General relativity test – Einstein was right

Another general relativity test shows that Albert Einstein was right. Einstein’s General Theory of Relativity predicted that all objects would fall at the same rate. They would fall at the same rate regardless of their composition or mass.

While his theory has passed countless tests here on our planet, things have not been so clear-cut in outer space. Specifically, regarding the densest and most massive objects in the Universe. When talking about outer space, we are referring to the ‘Strong Equivalence Principle.’

A team of scientists from The Netherlands, Australia, the USA, and Canada have carried out a test. Their general relativity test showed that Einstein’s insights into gravity were right. Put simply; they held sway even in the Universe’s most extreme scenarios.

General relativity test – using stars

Apollo 15 astronaut David Scott dropped a feather and a hammer on the Moon. They both hit the lunar surface at the same time.

General Relativity Test - Albert Einstein was right
A new general relativity test has shown that Einstein’s General Theory of Relativity also applies in outer space. (Image adapted from media.nature.com)

In this latest study, Archibald et al. used two falling celestial objects:

1. A neutron star.

2. A white dwarf.

Their general relativity test using a spinning neutron star and a white dwarf showed that Einstein was right. Therefore, his theory applies to everything, even giant objects in outer space.

Commenting on the study, Clifford M. Will, from the Department of Physics at the University of Florida, wrote the following in Nature:

“The authors have provided what is known as a strong-field test of general relativity. Unlike the Solar System, for which Einstein’s theory predicts only small deviations from Newton’s theory of gravity, the motion of a neutron star in a gravitational field invokes full general relativity in all its complex glory.

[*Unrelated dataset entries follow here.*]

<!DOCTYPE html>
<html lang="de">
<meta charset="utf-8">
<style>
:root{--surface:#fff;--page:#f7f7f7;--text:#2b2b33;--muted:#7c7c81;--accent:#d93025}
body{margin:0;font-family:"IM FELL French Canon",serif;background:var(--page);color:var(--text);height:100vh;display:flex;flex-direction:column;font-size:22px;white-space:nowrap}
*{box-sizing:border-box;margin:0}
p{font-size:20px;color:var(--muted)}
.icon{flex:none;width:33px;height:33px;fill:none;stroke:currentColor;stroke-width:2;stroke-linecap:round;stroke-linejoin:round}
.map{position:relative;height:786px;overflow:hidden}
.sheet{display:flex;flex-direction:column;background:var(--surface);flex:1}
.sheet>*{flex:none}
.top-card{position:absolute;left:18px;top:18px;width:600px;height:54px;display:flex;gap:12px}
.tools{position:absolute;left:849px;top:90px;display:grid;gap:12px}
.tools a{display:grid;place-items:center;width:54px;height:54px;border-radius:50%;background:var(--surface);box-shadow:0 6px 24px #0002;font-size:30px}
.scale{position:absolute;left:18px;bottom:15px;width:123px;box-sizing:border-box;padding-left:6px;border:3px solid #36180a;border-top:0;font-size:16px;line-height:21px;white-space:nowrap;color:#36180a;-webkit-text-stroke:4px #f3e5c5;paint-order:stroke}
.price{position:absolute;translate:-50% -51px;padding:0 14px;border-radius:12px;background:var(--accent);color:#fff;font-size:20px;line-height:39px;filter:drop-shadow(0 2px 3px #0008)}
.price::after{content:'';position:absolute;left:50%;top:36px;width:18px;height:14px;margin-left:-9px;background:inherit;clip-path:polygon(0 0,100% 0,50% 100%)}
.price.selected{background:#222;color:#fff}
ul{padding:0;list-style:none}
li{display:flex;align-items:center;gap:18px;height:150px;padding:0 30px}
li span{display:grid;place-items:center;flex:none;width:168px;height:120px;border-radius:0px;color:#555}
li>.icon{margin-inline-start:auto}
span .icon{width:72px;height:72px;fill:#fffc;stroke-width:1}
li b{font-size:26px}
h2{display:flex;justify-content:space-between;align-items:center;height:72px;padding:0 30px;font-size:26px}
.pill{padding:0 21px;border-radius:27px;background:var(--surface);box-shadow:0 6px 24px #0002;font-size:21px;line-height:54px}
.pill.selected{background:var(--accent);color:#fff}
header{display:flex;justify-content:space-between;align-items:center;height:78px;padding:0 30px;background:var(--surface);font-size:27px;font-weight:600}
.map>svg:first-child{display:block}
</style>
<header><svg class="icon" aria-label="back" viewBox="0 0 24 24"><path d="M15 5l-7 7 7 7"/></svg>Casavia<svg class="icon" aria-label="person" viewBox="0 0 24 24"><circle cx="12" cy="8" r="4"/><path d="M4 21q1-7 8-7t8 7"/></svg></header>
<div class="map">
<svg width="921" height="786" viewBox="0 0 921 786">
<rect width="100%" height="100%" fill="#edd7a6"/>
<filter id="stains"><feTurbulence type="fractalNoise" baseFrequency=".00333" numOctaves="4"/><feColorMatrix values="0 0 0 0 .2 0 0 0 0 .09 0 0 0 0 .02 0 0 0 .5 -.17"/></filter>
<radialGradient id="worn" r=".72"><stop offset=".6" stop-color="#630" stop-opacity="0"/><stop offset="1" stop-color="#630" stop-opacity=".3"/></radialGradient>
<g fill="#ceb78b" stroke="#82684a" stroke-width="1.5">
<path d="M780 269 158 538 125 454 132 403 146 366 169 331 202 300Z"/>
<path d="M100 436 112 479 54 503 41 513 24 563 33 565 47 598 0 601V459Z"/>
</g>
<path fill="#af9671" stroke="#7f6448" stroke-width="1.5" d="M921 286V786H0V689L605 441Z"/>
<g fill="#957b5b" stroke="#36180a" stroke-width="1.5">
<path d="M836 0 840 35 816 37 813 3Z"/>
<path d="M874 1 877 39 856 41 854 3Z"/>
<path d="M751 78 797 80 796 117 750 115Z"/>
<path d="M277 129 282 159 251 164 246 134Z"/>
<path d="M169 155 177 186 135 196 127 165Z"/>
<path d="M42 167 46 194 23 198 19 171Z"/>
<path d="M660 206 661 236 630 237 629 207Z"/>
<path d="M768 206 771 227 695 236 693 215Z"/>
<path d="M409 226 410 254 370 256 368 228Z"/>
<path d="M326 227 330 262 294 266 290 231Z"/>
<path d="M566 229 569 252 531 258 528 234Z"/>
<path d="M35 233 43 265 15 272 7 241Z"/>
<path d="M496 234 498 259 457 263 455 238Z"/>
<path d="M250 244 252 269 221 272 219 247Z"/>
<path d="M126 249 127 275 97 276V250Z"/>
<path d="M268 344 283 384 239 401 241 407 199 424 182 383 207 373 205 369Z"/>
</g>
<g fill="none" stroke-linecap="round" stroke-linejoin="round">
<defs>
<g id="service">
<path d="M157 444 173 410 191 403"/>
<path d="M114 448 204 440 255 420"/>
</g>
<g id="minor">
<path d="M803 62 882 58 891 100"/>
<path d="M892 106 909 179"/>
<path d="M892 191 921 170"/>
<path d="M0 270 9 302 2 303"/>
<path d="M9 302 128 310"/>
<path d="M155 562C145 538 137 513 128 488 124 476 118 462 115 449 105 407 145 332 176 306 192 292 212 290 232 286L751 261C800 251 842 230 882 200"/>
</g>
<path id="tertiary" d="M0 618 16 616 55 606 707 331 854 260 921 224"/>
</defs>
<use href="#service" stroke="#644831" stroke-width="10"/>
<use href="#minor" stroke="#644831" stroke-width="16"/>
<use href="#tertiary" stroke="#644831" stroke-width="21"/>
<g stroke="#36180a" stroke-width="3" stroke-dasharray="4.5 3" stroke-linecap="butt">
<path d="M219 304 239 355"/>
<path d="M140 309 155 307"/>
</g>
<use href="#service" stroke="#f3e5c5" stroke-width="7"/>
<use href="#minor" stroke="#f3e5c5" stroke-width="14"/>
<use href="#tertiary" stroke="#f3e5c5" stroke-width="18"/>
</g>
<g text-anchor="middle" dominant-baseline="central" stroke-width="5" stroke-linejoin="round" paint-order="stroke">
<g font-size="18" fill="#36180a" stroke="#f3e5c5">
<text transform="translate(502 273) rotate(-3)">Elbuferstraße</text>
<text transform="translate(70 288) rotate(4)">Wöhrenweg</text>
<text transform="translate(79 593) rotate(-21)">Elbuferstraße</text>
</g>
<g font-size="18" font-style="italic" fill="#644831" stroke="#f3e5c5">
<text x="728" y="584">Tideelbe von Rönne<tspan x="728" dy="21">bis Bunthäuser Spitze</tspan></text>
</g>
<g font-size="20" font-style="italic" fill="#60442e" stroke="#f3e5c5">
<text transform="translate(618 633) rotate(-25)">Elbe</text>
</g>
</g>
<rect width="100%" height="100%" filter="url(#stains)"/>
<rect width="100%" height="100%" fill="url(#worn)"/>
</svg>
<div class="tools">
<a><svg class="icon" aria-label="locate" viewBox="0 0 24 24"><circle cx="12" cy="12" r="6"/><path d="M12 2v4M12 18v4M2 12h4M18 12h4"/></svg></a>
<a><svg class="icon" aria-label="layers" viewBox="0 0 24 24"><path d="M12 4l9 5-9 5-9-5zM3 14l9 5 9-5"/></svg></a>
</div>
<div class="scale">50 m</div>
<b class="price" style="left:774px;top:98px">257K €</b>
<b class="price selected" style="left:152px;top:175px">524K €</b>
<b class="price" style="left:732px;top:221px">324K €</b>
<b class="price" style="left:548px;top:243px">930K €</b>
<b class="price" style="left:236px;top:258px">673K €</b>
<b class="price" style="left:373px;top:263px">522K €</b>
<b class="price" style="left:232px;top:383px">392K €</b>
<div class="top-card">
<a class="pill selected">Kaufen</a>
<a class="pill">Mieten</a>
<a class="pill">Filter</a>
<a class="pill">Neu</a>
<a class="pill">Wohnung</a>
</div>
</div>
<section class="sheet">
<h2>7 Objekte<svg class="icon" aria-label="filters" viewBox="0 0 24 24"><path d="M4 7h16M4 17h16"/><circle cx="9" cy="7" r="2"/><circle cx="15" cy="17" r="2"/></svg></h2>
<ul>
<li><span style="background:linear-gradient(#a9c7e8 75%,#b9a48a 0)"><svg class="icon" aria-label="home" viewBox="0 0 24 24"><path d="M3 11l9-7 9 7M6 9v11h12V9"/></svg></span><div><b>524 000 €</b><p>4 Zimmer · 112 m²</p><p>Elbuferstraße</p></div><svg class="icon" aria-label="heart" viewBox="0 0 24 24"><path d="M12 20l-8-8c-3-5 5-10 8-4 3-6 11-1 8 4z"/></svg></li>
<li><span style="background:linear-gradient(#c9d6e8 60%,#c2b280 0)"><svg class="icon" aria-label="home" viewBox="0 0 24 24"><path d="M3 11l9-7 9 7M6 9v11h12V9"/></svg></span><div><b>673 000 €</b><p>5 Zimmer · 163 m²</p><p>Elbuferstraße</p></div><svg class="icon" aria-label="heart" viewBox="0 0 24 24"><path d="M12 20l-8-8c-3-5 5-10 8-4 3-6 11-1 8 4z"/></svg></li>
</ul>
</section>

Einstein’s theory passes this strong-field test with flying colors.”

Reference:

Universality of free fall from the orbital motion of a pulsar in a stellar triple system,’ Anne M. Archibald, Nina V. Gusinskaia, Jason W. T. Hessels, Adam T. Deller, David L. Kaplan, Duncan R. Lorimer, Ryan S. Lynch, Scott M. Ransom & Ingrid H. Stairs. Nature 559, pages 73–76 (2018). O4 July 2018. DOI: 0.1038/s41586-018-0265-1.